Why might we prefer to use a desktop database instead of a server database? Research the answer to this online.
2. Relational Database Structures
To understand the structure of a database we need to know a few important terms. These are:
- Relations – Most of us know what a table is from using spreadsheet software. It is a grid made up of rows and columns. Well in relational databases we often refer to these as “relations”.
- Tuples – A row in a table is known as a record, or a tuple. A tuple holds all the data on a single item. For example, if we have a table to store book details for a shop, then each tuple is an individual book the shop sells, and it will store all the data on that individual book such as the ISBN, book title and price.
- Attributes – An individual piece of data in a record is known as a field, or attribute. In the previous example we said that each record for a book will store the ISBN, book title and price. Well these three things are all examples of attributes. Attributes appear as columns in a database table.
- Domains – All the possible allowable values for an attribute. This is slightly different to the data type of the attribute. For example, a field may have an integer number data type, which defines that it can only allow whole numbers to be entered. However, there may be additional rules applied, such as that the number must be between 1 & 10. The domain would therefore be this range of whole numbers.
- Cardinality – How unique an attribute is in terms of its data values. Some attributes will have a wide range of different data values entered. For example, the primary key field will have a completely unique value for every record. Where there is a large percentage of unique values, this is known as “High Cardinality”. Where there are a lot of repeated values across the entities tuples, this is known as having “Low Cardinality”.
Terms like “records” and “tuples”, or “attributes” and “fields” are often used quite interchangeably. Make sure you are comfortable with using these terms in each of their different forms.
3. Relational Algebra Sets
In order to manipulate and retrieve data from a database we use Structured Query Language. The basis of SQL, and other query languages, is defined by a mathematical query language called relational algebra.
Relational algebra uses a number of operations to allow us to work with our database. These include:
- Select – Retrieves a subset of tuples from a relation. This subset is made up of those tuples that meet certain criteria. We represent the select operation with the symbol σ.
- Union – Retrieves all the tuples from two relations combined together. This requires both relations to have the same number of fields, with matching data types. Any duplicate tuples following the union are removed. We represent a union operation with the symbol ∪.
- Intersect – Similar to a Union, but only retrieves the tuples from two relations that appear in both relations. We represent an intersect operation with the symbol ∩.
- Join – Combines the attributes from two relations. So, the columns from the first table will be shown alongside the columns in the second table. This requires the two relations to have one attribute in common. We represent a join operation with the symbol ⋈.
There are actually a number of additional relational algebra operations, such as “Project”. Research these online.
- A relational database stores data across multiple tables that are linked together through related fields.
- Desktop databases are designed to store data locally, to be accessed on an individual personal computer system.
- Server databases are designed to be stored on a server that can be accessed over a network by a large number of users on client devices.
- A relation is a table in a database.
- A tuple is a row in a database table.
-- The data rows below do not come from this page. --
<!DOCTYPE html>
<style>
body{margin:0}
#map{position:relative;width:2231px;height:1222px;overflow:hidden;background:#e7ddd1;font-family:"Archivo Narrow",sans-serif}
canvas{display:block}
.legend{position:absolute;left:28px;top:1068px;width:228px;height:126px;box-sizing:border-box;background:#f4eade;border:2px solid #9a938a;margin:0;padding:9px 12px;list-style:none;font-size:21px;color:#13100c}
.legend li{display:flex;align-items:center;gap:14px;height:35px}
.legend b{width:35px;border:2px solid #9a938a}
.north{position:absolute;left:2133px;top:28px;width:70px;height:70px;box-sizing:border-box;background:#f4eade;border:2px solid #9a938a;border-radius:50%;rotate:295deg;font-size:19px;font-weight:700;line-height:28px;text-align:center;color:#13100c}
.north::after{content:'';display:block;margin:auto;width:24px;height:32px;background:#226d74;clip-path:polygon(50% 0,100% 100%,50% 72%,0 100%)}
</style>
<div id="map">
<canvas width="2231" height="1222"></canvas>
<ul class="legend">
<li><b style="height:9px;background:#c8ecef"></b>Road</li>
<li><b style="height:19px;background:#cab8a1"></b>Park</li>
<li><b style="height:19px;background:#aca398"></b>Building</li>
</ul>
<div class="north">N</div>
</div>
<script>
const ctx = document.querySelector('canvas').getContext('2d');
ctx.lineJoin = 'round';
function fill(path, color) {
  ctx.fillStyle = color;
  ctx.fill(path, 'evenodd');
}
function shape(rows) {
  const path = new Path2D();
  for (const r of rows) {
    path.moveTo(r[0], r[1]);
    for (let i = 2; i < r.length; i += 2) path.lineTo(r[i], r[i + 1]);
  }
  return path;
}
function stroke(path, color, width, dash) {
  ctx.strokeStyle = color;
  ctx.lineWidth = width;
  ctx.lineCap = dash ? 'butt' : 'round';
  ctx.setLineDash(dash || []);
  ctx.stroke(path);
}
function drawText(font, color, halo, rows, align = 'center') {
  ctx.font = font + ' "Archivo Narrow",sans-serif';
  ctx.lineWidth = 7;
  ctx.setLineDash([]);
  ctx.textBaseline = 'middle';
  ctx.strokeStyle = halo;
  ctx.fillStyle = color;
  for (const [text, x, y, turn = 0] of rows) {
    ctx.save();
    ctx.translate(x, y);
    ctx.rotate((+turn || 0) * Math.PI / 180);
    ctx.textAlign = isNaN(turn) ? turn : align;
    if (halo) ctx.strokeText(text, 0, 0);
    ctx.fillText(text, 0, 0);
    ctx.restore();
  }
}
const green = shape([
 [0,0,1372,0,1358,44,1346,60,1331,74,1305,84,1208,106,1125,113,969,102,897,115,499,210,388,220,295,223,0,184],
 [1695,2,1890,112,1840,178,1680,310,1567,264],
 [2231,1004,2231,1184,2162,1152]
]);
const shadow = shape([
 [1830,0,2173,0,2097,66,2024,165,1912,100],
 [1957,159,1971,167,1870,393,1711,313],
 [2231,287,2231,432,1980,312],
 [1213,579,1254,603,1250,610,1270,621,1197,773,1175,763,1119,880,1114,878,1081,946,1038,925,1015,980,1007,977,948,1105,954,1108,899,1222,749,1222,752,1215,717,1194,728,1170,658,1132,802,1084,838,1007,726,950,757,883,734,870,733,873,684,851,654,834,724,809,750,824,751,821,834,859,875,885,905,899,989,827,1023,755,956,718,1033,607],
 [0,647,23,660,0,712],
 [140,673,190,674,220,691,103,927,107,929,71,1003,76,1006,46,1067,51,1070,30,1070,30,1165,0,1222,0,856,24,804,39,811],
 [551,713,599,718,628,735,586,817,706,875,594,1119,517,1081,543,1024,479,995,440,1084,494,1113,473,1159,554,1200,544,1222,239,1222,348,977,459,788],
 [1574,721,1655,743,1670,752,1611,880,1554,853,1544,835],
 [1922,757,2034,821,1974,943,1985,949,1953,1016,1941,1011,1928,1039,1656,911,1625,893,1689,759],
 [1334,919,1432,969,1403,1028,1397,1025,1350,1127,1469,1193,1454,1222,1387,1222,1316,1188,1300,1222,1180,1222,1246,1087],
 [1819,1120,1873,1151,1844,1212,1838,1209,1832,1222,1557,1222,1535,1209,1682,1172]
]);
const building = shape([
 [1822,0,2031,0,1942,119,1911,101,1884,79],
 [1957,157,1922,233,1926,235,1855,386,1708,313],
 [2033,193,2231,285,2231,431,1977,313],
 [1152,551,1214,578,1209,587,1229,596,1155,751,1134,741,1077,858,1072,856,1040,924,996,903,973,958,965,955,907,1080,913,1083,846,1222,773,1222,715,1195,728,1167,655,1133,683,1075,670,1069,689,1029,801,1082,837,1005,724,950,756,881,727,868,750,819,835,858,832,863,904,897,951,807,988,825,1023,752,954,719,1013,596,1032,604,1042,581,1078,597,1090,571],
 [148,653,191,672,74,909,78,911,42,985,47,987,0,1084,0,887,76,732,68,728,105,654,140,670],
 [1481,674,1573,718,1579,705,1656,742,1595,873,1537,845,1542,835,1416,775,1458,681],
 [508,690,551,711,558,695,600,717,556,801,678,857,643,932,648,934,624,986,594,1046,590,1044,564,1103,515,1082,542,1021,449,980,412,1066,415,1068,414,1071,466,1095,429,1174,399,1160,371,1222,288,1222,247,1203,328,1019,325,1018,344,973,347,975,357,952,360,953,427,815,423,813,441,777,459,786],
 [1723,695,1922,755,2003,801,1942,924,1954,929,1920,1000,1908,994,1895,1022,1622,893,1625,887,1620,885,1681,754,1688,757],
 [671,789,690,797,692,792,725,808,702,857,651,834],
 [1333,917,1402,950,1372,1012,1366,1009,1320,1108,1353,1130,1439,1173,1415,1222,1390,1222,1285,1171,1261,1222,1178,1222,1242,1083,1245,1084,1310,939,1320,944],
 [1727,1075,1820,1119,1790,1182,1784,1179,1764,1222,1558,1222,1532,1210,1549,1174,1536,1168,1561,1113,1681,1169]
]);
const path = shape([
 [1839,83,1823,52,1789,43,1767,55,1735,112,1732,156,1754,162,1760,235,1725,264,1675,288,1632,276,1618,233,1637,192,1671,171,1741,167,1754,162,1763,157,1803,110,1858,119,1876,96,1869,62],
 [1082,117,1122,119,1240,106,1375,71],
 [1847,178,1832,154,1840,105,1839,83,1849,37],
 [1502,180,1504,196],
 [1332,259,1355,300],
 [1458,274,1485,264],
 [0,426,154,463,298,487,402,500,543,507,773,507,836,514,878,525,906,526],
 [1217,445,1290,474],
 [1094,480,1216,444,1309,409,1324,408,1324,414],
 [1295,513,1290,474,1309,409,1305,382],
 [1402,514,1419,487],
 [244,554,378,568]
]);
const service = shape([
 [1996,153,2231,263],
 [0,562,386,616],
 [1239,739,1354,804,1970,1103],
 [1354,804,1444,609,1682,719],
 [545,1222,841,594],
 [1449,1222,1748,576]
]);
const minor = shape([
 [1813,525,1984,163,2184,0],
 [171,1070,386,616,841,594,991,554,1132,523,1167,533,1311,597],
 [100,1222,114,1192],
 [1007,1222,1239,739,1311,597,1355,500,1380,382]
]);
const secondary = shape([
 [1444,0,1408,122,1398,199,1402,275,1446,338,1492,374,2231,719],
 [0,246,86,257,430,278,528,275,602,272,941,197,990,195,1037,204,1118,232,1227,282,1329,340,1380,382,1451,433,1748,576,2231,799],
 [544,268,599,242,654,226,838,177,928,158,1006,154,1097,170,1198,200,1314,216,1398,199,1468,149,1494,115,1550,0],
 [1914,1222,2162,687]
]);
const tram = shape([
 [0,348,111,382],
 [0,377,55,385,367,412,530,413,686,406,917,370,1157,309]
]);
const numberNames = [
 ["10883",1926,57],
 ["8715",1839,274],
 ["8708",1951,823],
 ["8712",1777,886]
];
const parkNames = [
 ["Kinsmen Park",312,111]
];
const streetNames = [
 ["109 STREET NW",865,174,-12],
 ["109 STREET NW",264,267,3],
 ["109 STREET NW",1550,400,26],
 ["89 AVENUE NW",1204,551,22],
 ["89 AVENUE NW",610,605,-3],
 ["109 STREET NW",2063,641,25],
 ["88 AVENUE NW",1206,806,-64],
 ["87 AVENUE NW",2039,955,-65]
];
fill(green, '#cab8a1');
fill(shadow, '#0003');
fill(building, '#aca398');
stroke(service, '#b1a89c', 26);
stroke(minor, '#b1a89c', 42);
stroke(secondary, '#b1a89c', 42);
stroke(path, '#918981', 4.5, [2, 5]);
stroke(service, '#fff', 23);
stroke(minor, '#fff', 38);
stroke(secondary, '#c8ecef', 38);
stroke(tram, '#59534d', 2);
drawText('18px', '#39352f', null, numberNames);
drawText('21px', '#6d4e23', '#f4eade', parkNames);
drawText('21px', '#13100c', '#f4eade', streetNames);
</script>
This is also known as a record.
- An attribute is an individual data item in a record. This is also known as a field.
- The domain is all the possible allowable values for an attribute.
- The cardinality is how unique an attribute is in terms of its data values.
- A select operation retrieves a subset of tuples from a relation.
- A union operation retrieves all the tuples from two relations combined together.
- A intersect operation retrieves the tuples from two relations that appear in both relations.
- A join operation combines the attributes from two relations.